En este
segundo tomo de Las mil noches y una
noche se reducen de forma muy considerable los episodios sexuales, que
tanto proliferan en el volumen inicial de la serie; pero esa reducción temática
no supone una merma del interés narrativo, porque accedemos a un buen número de
relatos en los que el humor, la crueldad, las reflexiones sobre la muerte o los
resortes retóricos asaltan al lector con gran eficacia.
Sorprende,
por ejemplo, la habilidad mostrada en la noche 25, en la cual se nos informa
sobre la hilarante historia del jorobado al que se mata por accidente y cuyo
crimen se atribuyen varias personas por diferentes motivos, todos ellos
erróneos. O la espantosa falta de humanidad que manifiesta aquella dama que, al
ver que las manos del hombre con quien se acaba de desposar huelen a ajos, le
hace cortar los pulgares, ofendida (noche 27).
Para los
amantes de la literatura comparada también resulta chocante descubrir la
temprana aparición literaria de una “celestina”, a quien se entrega una bolsa
de dinares por actuar de eficaz intermediaria entre el narrador y la hija del
cadí de Bagdad (noche 28).

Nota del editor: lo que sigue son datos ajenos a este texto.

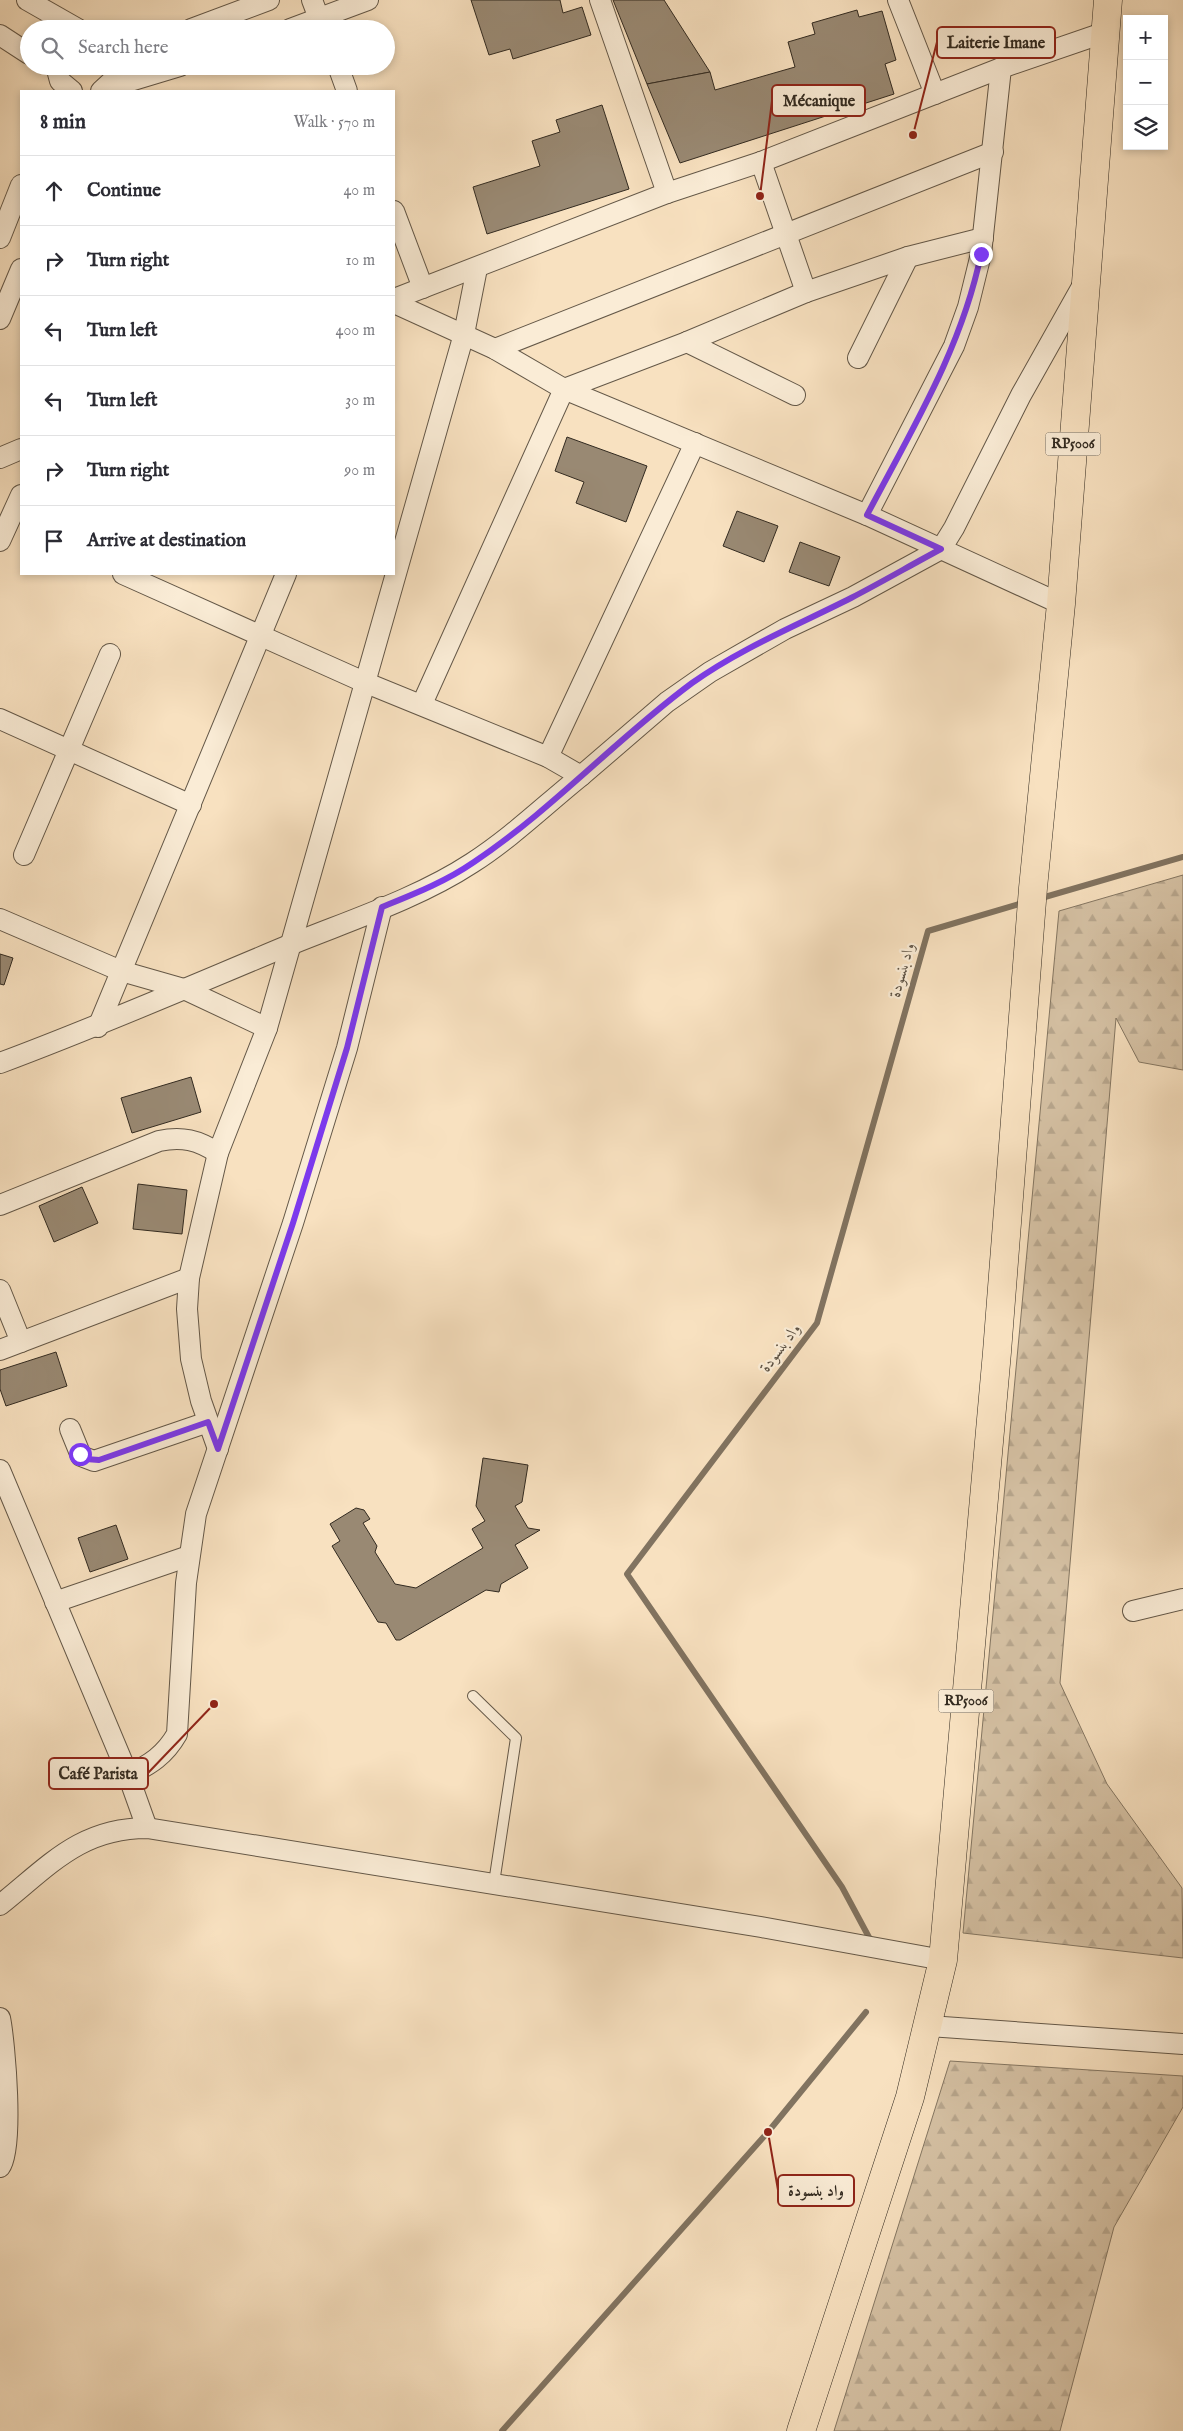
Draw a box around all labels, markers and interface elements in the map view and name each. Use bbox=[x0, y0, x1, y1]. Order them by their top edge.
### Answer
map controls bbox=[1123, 15, 1168, 150]
button: + bbox=[1123, 15, 1168, 60]
search box bbox=[20, 20, 395, 75]
callout: Laiterie Imane bbox=[937, 27, 1055, 58]
icon: search bbox=[38, 34, 66, 62]
text: Laiterie Imane bbox=[947, 34, 1046, 54]
text: Search here bbox=[78, 36, 169, 60]
button: − bbox=[1123, 60, 1168, 105]
callout: Mécanique bbox=[772, 85, 865, 116]
text: Mécanique bbox=[783, 92, 856, 112]
button: layers bbox=[1123, 105, 1168, 150]
text: 8 min bbox=[40, 109, 86, 136]
text: Walk · 570 m bbox=[293, 113, 375, 133]
icon: ahead bbox=[40, 177, 68, 205]
text: Continue bbox=[87, 179, 161, 203]
text: 40 m bbox=[343, 181, 375, 201]
route end bbox=[970, 243, 993, 266]
icon: right bbox=[40, 247, 68, 275]
text: Turn right bbox=[87, 249, 169, 273]
text: 10 m bbox=[345, 251, 375, 271]
icon: left bbox=[40, 317, 68, 345]
text: Turn left bbox=[87, 319, 158, 343]
text: 400 m bbox=[336, 321, 375, 341]
icon: left bbox=[40, 387, 68, 415]
text: Turn left bbox=[87, 389, 158, 413]
text: 30 m bbox=[345, 391, 375, 411]
road number: RP5006 bbox=[1046, 432, 1100, 456]
icon: right bbox=[40, 457, 68, 485]
text: Turn right bbox=[87, 459, 169, 483]
text: 90 m bbox=[344, 461, 375, 481]
icon: arrive bbox=[40, 527, 68, 555]
text: Arrive at destination bbox=[87, 529, 246, 553]
water label: واد بنسودة bbox=[885, 940, 920, 1001]
water label: واد بنسودة bbox=[756, 1320, 806, 1377]
route start bbox=[69, 1443, 92, 1466]
road number: RP5006 bbox=[938, 1690, 994, 1712]
callout: Café Parista bbox=[49, 1758, 148, 1789]
text: Café Parista bbox=[58, 1765, 139, 1785]
callout: واد بنسودة bbox=[778, 2175, 854, 2206]
text: واد بنسودة bbox=[788, 2182, 844, 2202]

O advertir cómo El-Aschar protagoniza una versión
oriental del cuento de doña Truhana, pero encarnándolo en un vendedor de
cristalería (noche 32).
En el
orden filosófico, creo que resulta muy llamativa la forma en que define a la
muerte, con mayúsculas menos fervorosas que asqueadas (“Arrebatadora de todo
goce, la Dislocadora de toda intimidad, la Separadora de los amigos, la
Sepultadora, la Invencible, la Inevitable”, noche 32).
Apuntaré
también una fenomenal hipérbole, que he subrayado con admiración en la noche
35: nos habla de la ropa mísera de un pescador y nos dice que está “llena de
chinches y de pulgas en número suficiente para cubrir la superficie de la
Tierra”.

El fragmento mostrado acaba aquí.